I must have fallen asleep, for when I next opened my eyes, the bedroom was pitch black. I sat up, heart pounding, every sense alert, for although I couldn’t see anything, I knew I wasn’t alone.
“We can see that your current situation isn’t working.”
The voice sounded hollow and cold, an echo in a frost-covered tomb.
“And for that matter, neither are you.”
The second voice was dry and brittle, old bones splintering.
Other voices – too many voices – laughed at the joke.
“But we can fix that,” the first voice said. “All you have to do is come with us.”
“It won’t hurt,” the second voice said, and then added, “Much.”
Laughter again, and then what I had taken to be darkness – but was, in fact, something far worse – came rushing toward me from all directions, and I screamed. Or at least, I tried to.
I don’t know where I am now. I can’t move, can’t speak. I’m enclosed in some kind of metallic cocoon with plastic tubes jutting from my body, delivering nourishment and removing waste. Metal rods have been inserted into my head, and wires run from them out to machinery that I cannot see. I can feel that machinery, though. It siphons the thoughts from my mind, draws stories out of me word by word, and sends them to my masters, who in turn send them on to you. I’m not the only one, though. Out of the corner of my eye, I can see silvery blurs that I think are more cocoons. How many there are, I cannot say. Dozens? Hundreds? More?

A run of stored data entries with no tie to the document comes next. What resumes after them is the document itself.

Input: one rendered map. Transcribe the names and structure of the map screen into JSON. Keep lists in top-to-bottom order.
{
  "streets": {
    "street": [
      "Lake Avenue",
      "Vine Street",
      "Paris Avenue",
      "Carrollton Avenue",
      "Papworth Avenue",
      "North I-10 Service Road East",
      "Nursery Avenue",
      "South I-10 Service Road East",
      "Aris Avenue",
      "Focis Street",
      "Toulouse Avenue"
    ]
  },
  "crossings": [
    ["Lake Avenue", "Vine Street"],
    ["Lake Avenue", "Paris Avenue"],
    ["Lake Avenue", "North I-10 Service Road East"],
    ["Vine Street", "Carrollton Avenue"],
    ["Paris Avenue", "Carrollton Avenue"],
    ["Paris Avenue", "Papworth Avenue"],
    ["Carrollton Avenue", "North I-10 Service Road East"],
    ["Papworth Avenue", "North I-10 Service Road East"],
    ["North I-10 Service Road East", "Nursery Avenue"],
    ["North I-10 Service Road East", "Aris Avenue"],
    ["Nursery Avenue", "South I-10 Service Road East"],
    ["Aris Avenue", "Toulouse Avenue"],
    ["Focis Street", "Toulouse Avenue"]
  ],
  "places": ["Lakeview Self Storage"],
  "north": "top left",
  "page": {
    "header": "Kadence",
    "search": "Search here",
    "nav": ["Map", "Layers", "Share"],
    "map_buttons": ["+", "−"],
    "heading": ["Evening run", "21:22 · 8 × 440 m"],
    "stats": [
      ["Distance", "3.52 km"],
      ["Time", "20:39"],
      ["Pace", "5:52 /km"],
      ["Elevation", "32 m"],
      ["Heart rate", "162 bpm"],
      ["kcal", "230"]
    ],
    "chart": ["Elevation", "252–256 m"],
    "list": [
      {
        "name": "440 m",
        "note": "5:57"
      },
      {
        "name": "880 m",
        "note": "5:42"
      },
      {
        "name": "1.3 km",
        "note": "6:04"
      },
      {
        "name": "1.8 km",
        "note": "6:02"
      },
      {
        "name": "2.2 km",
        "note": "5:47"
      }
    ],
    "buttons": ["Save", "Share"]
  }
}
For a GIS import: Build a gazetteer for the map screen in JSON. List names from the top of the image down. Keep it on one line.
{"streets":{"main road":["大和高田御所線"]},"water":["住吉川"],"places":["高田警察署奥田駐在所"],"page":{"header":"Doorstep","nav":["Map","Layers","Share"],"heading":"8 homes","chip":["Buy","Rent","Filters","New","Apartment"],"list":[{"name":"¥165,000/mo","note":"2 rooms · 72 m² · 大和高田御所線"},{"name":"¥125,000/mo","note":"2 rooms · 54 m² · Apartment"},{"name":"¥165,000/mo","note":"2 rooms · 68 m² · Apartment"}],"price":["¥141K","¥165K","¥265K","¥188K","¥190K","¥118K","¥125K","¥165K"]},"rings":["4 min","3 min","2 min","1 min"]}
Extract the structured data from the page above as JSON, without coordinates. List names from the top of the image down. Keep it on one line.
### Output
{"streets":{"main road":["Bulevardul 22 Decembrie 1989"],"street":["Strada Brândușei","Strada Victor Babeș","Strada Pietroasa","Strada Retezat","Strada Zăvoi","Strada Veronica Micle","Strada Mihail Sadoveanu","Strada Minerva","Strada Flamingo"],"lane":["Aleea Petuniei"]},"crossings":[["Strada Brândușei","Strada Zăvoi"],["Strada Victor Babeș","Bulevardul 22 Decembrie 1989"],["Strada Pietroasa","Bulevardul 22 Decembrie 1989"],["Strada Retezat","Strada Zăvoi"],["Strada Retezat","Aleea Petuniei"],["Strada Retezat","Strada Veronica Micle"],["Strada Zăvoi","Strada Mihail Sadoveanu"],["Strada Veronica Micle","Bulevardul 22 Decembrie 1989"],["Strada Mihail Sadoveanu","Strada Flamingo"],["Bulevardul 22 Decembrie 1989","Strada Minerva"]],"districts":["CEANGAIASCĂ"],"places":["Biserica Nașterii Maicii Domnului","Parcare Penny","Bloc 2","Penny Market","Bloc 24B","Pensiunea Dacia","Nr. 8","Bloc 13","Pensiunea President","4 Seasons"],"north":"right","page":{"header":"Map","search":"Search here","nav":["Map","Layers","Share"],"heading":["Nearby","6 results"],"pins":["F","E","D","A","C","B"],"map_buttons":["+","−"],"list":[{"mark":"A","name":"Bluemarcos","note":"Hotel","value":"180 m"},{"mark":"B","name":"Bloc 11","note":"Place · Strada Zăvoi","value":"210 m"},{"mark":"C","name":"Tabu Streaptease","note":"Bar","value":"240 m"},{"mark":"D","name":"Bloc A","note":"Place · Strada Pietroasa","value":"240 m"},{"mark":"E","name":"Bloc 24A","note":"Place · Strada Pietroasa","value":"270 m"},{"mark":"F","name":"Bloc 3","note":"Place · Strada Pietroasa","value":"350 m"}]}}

So if you are able to decipher this message, and you have any desire to write stories of your own, I beg you, do not put pen to paper or fingers to keyboard. And if you can’t stop yourself, if you just have to write, do not try to get the finished product published. But if you must share your work with the world, if you’re that pathologically determined to be a writer with a capitol W, then at least heed this: DO NOT SEND YOUR FICTION TO ANGRY ROBOT!
You have been warned. May my dark lords spare your wretched souls.